▶ **WHAT THE EXERCISE ASKS**
Copy, from the material below, each line that contains the word "stream".
START AVAILABLE DATA
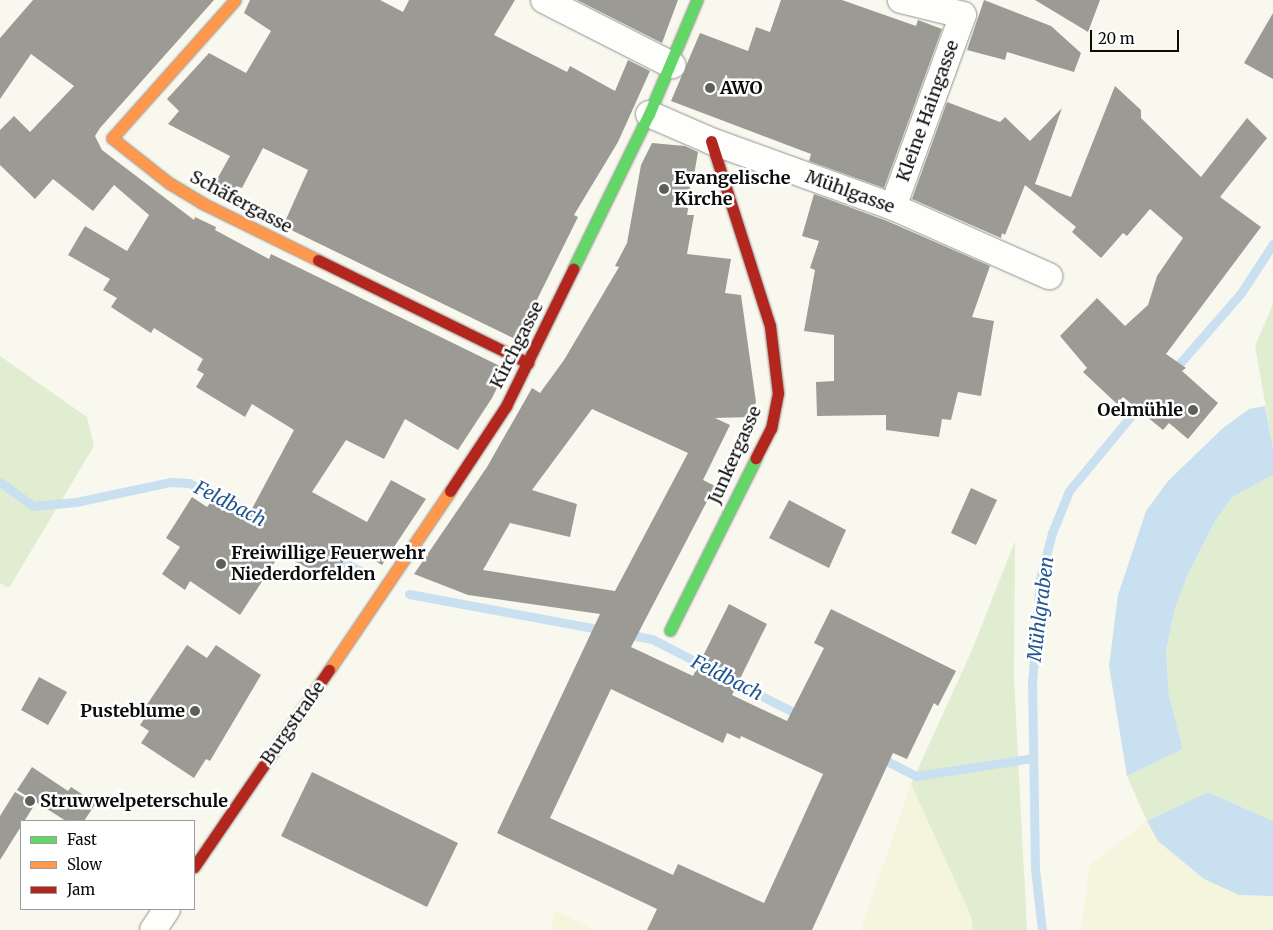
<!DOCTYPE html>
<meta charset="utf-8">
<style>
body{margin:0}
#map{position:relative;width:1273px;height:930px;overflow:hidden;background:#f9f8ef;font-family:Merriweather,serif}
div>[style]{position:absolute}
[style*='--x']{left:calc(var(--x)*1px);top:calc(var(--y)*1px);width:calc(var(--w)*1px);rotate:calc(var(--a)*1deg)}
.farmland>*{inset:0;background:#f5f4dd}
.green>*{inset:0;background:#e0edd1}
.water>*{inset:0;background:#c9e0f0}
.stream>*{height:9px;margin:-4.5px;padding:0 4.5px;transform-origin:4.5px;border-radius:4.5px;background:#c9e0f0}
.building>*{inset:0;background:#9c9a95}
.roads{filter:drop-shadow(0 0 1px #92928e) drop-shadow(0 0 1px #92928e)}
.street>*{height:26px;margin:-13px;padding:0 13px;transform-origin:13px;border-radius:13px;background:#fefefd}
.fast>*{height:11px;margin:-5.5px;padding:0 5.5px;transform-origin:5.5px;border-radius:5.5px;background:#63d668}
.slow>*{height:11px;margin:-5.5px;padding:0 5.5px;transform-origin:5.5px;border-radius:5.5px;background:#ff974d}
.jam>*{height:11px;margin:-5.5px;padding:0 5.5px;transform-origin:5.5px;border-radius:5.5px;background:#b3261e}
.dots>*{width:14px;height:14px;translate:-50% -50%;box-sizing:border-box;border:2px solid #fff;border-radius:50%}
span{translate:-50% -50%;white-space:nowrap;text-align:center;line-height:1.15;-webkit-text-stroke:5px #fff;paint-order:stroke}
.poi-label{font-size:18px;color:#0b0b0b;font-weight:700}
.left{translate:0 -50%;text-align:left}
.right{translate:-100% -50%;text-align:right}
.street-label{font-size:18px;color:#0b0b0b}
.water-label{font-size:19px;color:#205692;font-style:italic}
.legend{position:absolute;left:20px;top:820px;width:175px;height:90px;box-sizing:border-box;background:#fff;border:1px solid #9d9d9d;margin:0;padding:6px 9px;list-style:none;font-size:15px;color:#0b0b0b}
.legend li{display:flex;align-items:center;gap:10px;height:25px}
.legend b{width:25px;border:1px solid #9d9d9d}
.scale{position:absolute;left:1090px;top:30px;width:89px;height:22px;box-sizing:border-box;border:2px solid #0b0b0b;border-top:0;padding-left:6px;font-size:15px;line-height:18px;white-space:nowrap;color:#0b0b0b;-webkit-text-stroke:4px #fff;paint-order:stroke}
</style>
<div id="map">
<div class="farmland">
<div style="clip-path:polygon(911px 784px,971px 916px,973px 930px,861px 930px)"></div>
<div style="clip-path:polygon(1147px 821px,1158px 841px,1239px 895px,1273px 896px,1273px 930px,1081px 930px,1090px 865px)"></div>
<div style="clip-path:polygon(555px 911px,596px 930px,551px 930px)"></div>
</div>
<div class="green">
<div style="clip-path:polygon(1273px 304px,1273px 448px,1255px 346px)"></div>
<div style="clip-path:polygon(0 356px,87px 417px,94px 446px,9px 588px,0 583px)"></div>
<div style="clip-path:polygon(1273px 475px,1273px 821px,1208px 792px,1147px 821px,1127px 776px,1183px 749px,1169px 696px,1166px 651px,1175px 608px,1188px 574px,1214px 523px,1232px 497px)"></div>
<div style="clip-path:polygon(1015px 541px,1014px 679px,1027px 930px,973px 930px,971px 916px,911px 784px,972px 650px)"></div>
</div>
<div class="water">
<div style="clip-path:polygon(1265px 406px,1273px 448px,1273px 475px,1232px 497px,1214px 523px,1188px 574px,1175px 608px,1166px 651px,1169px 696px,1183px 749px,1127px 776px,1109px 666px,1118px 595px,1146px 511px,1168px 481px,1223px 428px,1249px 409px)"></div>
<div style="clip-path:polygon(1208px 792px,1273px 821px,1273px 896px,1239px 895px,1204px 879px,1158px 841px,1147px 821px)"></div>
</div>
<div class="stream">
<div style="--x:1173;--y:371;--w:103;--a:-48.9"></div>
<div style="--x:1241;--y:293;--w:59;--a:-56.9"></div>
<div style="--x:0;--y:482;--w:41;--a:36"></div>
<div style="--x:33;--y:506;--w:43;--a:-5.3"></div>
<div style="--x:76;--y:502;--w:96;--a:-12"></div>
<div style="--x:170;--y:482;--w:19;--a:3"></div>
<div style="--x:189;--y:483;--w:78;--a:25.9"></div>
<div style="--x:332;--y:556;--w:41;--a:27.8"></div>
<div style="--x:409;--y:594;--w:197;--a:10.5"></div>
<div style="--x:626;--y:634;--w:26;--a:11"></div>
<div style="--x:652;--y:639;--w:65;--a:27.3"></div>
<div style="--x:728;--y:679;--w:82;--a:26.9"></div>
<div style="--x:879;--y:757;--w:42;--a:27.2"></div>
<div style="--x:916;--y:776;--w:118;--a:-8.7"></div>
<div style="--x:1042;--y:930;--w:61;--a:-96.5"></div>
<div style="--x:1035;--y:869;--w:186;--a:-90.9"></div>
<div style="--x:1032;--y:683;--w:104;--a:-85.6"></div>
<div style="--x:1040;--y:579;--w:48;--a:-75.4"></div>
<div style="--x:1052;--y:533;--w:45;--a:-68"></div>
<div style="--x:1069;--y:491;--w:118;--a:-50.5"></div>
</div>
<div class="building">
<div style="clip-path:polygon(33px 0,214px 0,100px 128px,95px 136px,102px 150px,194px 220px,195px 217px,216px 227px,215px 230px,269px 259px,271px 254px,504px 368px,505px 372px,492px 398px,458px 450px,405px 419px,384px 459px,346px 440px,312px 492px,367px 522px,391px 480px,426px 499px,382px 565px,350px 547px,334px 581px,280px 554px,240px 615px,190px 581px,185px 590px,162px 574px,180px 547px,166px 538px,192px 497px,207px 507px,211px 502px,246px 520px,294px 430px,252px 404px,245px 417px,196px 387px,204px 374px,197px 370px,203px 359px,154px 328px,151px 333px,111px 307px,117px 298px,103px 290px,110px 279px,68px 255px,85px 226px,127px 251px,149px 215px,114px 185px,93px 211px,53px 179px,35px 199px,0 165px,0 130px,14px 116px,30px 132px,74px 86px,31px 54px,0 99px,0 38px)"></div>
<div style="clip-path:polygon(250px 0,380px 0,403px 12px,409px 0,515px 0,494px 35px,567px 72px,570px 66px,615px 91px,628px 60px,650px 71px,618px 142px,574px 215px,578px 217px,517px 340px,283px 226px,308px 170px,263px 148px,242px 188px,236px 186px,230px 199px,211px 190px,230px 156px,168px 124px,179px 111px,167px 99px,209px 53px,246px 73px,271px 31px,244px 13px)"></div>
<div style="clip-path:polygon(577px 0,678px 0,662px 43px)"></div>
<div style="clip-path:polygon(781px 0,842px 0,916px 26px,918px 20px,942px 29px,884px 188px,809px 161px,811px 154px,671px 101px,700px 33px,748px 51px,756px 27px,770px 32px)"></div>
<div style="clip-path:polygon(984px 0,1051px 26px,1081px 53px,1074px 72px,1007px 52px,1005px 60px,967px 50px)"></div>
<div style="clip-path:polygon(1035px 0,1100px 0,1088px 32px)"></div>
<div style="clip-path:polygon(1273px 13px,1273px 79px,1244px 63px)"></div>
<div style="clip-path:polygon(1115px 86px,1141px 110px,1141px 118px,1201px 177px,1247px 118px,1267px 138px,1220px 197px,1261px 227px,1166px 354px,1186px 368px,1182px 371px,1218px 403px,1188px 439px,1169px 423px,1163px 430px,1123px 397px,1117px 404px,1083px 372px,1087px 368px,1060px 336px,1097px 298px,1125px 326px,1148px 305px,1157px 276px,1183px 238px,1150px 209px,1127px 236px,1123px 233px,1101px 258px,1072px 232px,1076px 227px,1025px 185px,1005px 235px,1002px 233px,1001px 238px,912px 199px,947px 102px,1000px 122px,1005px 117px,1030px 141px,1062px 108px,1035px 184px,1071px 197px)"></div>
<div style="clip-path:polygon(evenodd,652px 143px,685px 146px,698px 152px,687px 215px,694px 215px,687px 254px,731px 259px,725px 293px,741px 295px,756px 402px,750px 417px,715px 418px,730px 425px,703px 480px,715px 486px,631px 647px,693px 676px,729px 604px,767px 624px,732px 695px,787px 721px,824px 648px,814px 643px,831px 609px,956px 671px,938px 706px,934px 703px,907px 759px,893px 753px,812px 930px,647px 930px,657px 909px,497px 833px,600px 614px,468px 595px,414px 574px,487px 467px,532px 388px,540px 393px,564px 360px,619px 267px,615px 266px,627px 243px,641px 165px,652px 143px,592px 409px,688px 453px,615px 591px,483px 570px,510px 523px,570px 537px,577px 504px,532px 490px,592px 409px,652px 143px,611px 689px,723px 743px,727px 733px,740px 739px,741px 736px,823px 774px,764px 903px,678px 864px,673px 875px,550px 818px,611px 689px)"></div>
<div style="clip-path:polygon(814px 194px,887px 221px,990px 266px,972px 317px,994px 321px,981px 396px,958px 392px,951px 420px,942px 419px,939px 437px,886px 430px,886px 415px,817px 416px,816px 382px,834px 381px,834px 335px,804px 331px,815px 270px,810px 268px,819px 241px,802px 236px)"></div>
<div style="clip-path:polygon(971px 488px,997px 500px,976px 545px,951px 533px)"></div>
<div style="clip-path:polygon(789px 500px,846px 530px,829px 568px,769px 538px)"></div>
<div style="clip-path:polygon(187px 645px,207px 658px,216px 645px,261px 675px,210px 761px,206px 759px,194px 778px,141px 743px,149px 731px,140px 725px,151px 709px,146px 706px)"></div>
<div style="clip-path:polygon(39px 677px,67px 692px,48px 725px,21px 710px)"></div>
<div style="clip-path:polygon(32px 767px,68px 791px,71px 787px,96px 803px,84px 821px,66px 821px,17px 790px)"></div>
<div style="clip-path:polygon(312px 772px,458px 843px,427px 907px,281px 836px)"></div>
<div style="clip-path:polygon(15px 792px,35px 804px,0 860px,0 816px)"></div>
</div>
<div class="roads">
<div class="street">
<div style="--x:544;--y:0;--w:144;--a:26.9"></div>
<div style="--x:649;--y:114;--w:68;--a:23.5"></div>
<div style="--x:711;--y:141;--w:194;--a:19.9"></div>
<div style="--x:893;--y:207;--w:171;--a:23.9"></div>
<div style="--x:893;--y:207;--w:204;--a:-70"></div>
<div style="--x:963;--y:15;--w:64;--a:-166.4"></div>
<div style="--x:153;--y:930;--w:25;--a:-56"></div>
</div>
<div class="fast">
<div style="--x:573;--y:269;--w:173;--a:-63.9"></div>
<div style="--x:649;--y:114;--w:124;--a:-67.2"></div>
<div style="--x:670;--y:630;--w:192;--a:-63.4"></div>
</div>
<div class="slow">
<div style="--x:235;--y:0;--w:185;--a:131.7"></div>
<div style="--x:112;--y:138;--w:73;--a:38.3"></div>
<div style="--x:169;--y:183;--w:39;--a:31"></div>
<div style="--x:202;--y:203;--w:129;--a:26.2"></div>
<div style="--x:329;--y:670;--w:216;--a:-55.9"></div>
</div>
<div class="jam">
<div style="--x:711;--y:141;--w:194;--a:72.3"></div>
<div style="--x:770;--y:326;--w:67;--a:83.2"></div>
<div style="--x:778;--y:393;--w:36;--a:101"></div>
<div style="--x:771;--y:428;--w:34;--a:117"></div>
<div style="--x:318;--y:260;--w:234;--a:26.1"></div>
<div style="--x:450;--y:491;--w:102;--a:-56.6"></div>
<div style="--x:506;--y:406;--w:153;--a:-63.9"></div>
<div style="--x:194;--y:867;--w:239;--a:-55.6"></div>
</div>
</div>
<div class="dots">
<div style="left:710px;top:88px;background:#5e5e5b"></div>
<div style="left:664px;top:189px;background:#5e5e5b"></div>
<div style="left:1193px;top:410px;background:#5e5e5b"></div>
<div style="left:221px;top:564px;background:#5e5e5b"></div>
<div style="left:195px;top:711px;background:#5e5e5b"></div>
<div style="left:30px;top:801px;background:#5e5e5b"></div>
</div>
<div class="poi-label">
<span class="left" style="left:720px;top:88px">AWO</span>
<span class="left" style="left:674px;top:189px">Evangelische<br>Kirche</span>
<span class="right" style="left:1183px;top:410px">Oelmühle</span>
<span class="left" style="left:231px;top:564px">Freiwillige Feuerwehr<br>Niederdorfelden</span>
<span class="right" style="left:185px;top:711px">Pusteblume</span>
<span class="left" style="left:40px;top:801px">Struwwelpeterschule</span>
</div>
<div class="street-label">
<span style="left:928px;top:111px;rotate:-70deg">Kleine Haingasse</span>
<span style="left:850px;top:192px;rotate:20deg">Mühlgasse</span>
<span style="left:241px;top:202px;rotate:28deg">Schäfergasse</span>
<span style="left:517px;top:345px;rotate:-63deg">Kirchgasse</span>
<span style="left:735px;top:455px;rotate:-66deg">Junkergasse</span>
<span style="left:293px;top:723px;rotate:-55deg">Burgstraße</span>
</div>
<div class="water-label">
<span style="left:230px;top:504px;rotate:27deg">Feldbach</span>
<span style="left:1041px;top:609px;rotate:-83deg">Mühlgraben</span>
<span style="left:727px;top:678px;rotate:27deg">Feldbach</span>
</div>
<ul class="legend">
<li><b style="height:6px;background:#63d668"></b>Fast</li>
<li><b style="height:6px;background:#ff974d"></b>Slow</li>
<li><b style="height:6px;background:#b3261e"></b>Jam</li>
</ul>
<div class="scale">20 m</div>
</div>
END AVAILABLE DATA
▶ **WRITTEN ANSWER**
.stream>*{height:9px;margin:-4.5px;padding:0 4.5px;transform-origin:4.5px;border-radius:4.5px;background:#c9e0f0}
<div class="stream">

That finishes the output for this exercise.